━━━━━ Given records ━━━━━

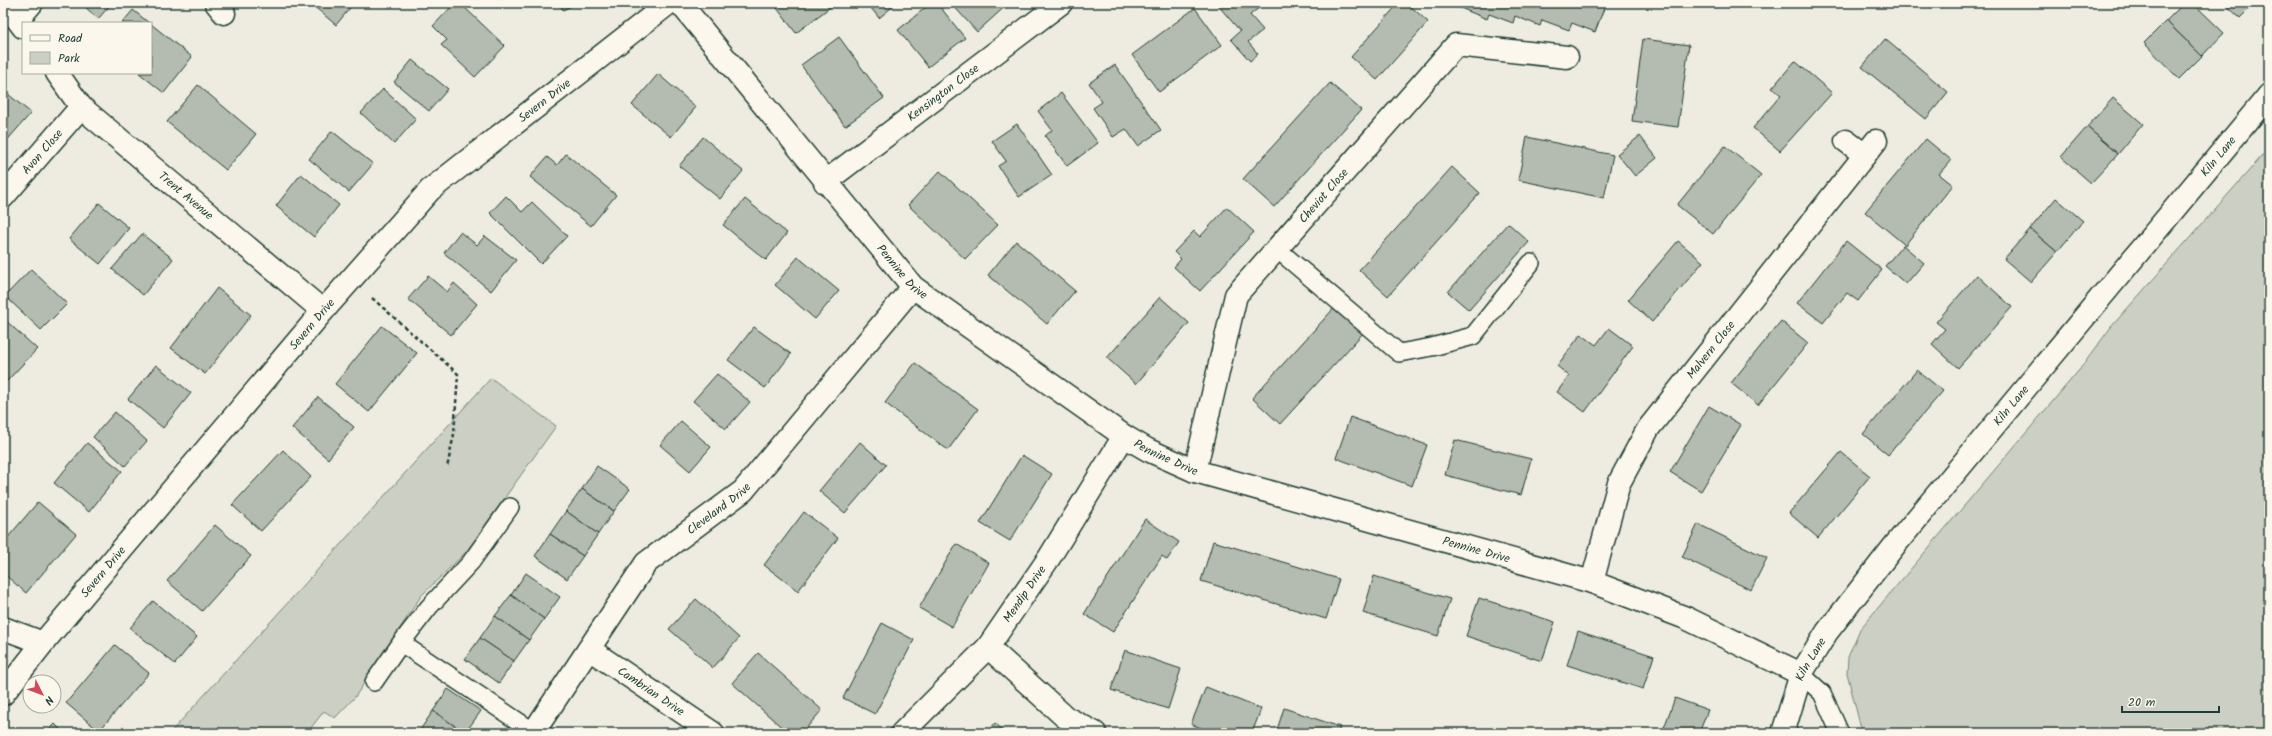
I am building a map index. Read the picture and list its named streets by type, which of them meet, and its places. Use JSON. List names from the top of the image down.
{
  "streets": {
    "street": [
      "Kensington Close",
      "Severn Drive",
      "Avon Close",
      "Kiln Lane",
      "Trent Avenue",
      "Cheviot Close",
      "Pennine Drive",
      "Malvern Close",
      "Cleveland Drive",
      "Mendip Drive",
      "Cambrian Drive"
    ]
  },
  "crossings": [
    ["Kensington Close", "Pennine Drive"],
    ["Severn Drive", "Trent Avenue"],
    ["Avon Close", "Trent Avenue"],
    ["Kiln Lane", "Pennine Drive"],
    ["Cheviot Close", "Pennine Drive"],
    ["Pennine Drive", "Malvern Close"],
    ["Pennine Drive", "Cleveland Drive"],
    ["Pennine Drive", "Mendip Drive"],
    ["Cleveland Drive", "Cambrian Drive"]
  ],
  "legend": ["Road", "Park"],
  "scale_bar": "20 m",
  "north": "bottom right"
}
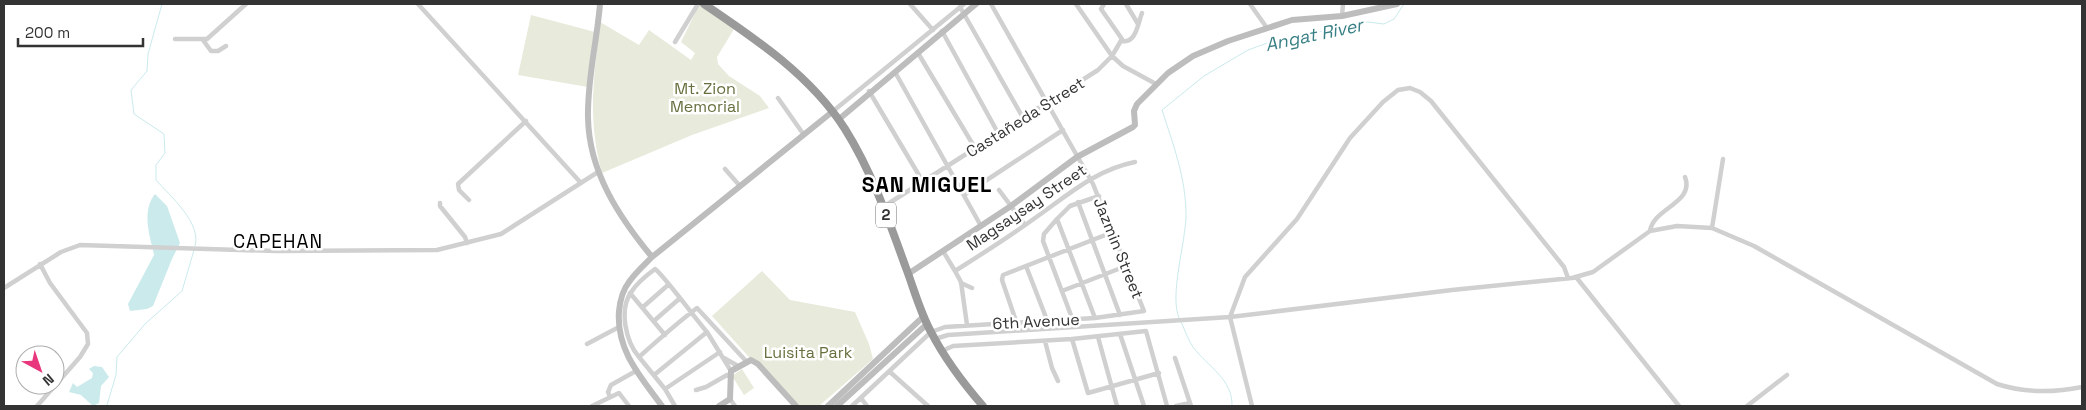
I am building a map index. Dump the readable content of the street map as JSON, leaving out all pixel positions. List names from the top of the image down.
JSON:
{
  "streets": {
    "highway": ["2"],
    "street": [
      "Castañeda Street",
      "Magsaysay Street",
      "Jazmin Street",
      "6th Avenue"
    ]
  },
  "crossings": [
    ["Castañeda Street", "2"],
    ["Castañeda Street", "Jazmin Street"],
    ["Magsaysay Street", "Jazmin Street"],
    ["2", "6th Avenue"],
    ["Jazmin Street", "6th Avenue"]
  ],
  "districts": ["SAN MIGUEL", "CAPEHAN"],
  "water": ["Angat River"],
  "parks": ["Mt. Zion Memorial", "Luisita Park"],
  "scale_bar": "200 m",
  "north": "bottom right"
}
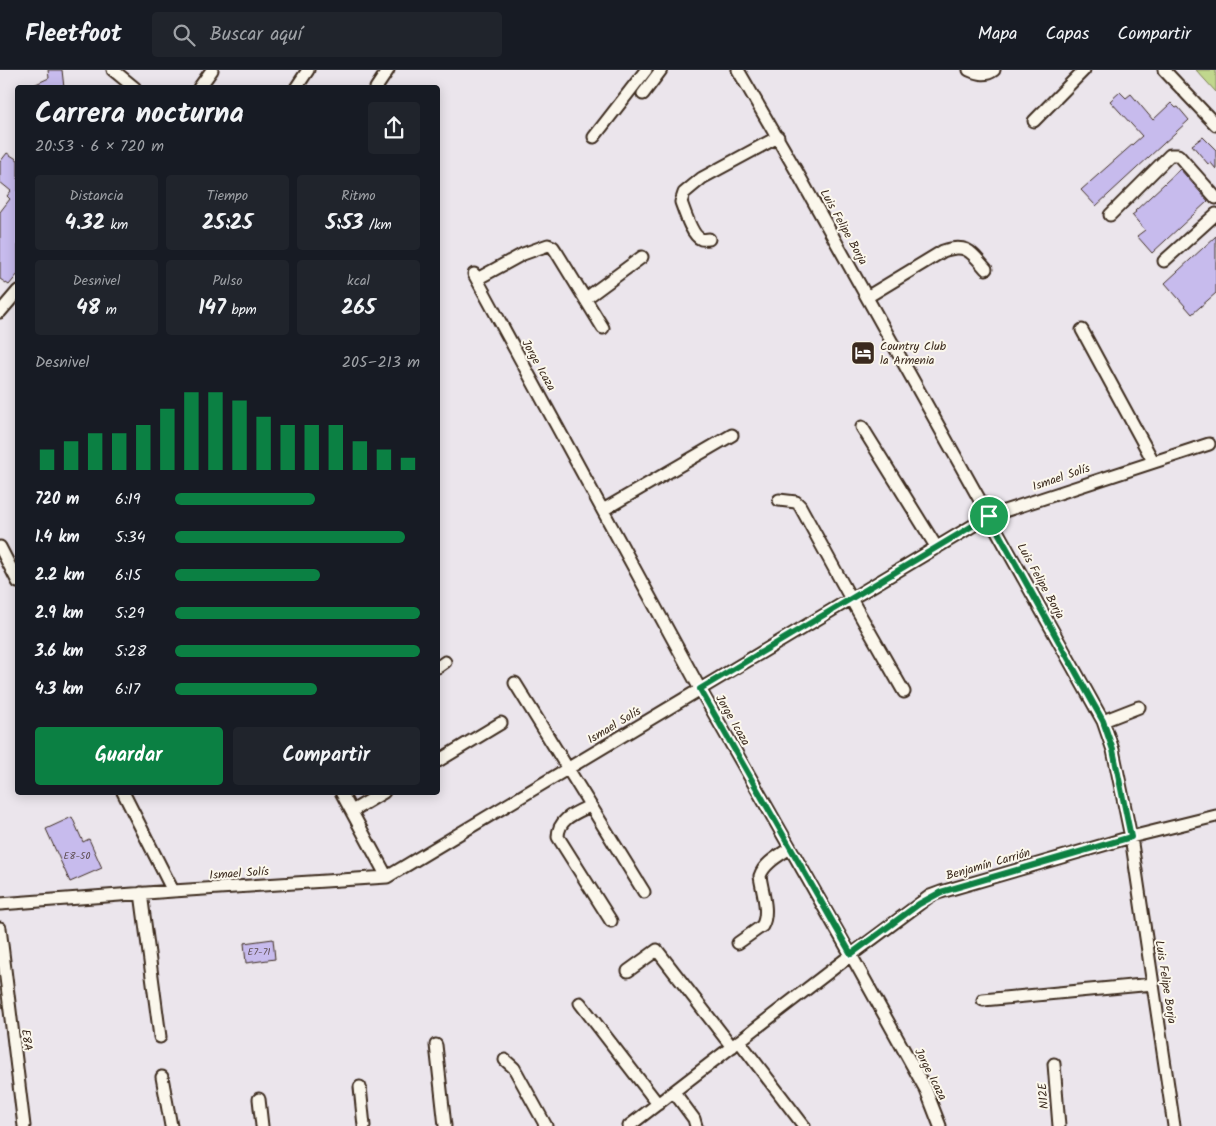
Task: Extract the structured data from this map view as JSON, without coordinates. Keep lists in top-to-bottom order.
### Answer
{
  "streets": {
    "street": [
      "Luis Felipe Borja",
      "Jorge Icaza",
      "Ismael Solís",
      "Benjamín Carrión",
      "E8A",
      "N12E"
    ]
  },
  "crossings": [
    ["Luis Felipe Borja", "Ismael Solís"],
    ["Luis Felipe Borja", "Benjamín Carrión"],
    ["Jorge Icaza", "Ismael Solís"],
    ["Jorge Icaza", "Benjamín Carrión"]
  ],
  "places": {
    "hotel": ["Country Club la Armenia"]
  },
  "house_numbers": ["E8-50", "E7-71"],
  "page": {
    "header": "Fleetfoot",
    "search": "Buscar aquí",
    "nav": ["Mapa", "Capas", "Compartir"],
    "heading": ["Carrera nocturna", "20:53 · 6 × 720 m"],
    "stats": [
      ["Distancia", "4.32 km"],
      ["Tiempo", "25:25"],
      ["Ritmo", "5:53 /km"],
      ["Desnivel", "48 m"],
      ["Pulso", "147 bpm"],
      ["kcal", "265"]
    ],
    "chart": ["Desnivel", "205–213 m"],
    "list": [
      {
        "name": "720 m",
        "note": "6:19"
      },
      {
        "name": "1.4 km",
        "note": "5:34"
      },
      {
        "name": "2.2 km",
        "note": "6:15"
      },
      {
        "name": "2.9 km",
        "note": "5:29"
      },
      {
        "name": "3.6 km",
        "note": "5:28"
      },
      {
        "name": "4.3 km",
        "note": "6:17"
      }
    ],
    "buttons": ["Guardar", "Compartir"]
  }
}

━━━━━

In the listing above, find each line where "Park" occurs and copy it.

**The answer**
  "legend": ["Road", "Park"],
  "parks": ["Mt. Zion Memorial", "Luisita Park"],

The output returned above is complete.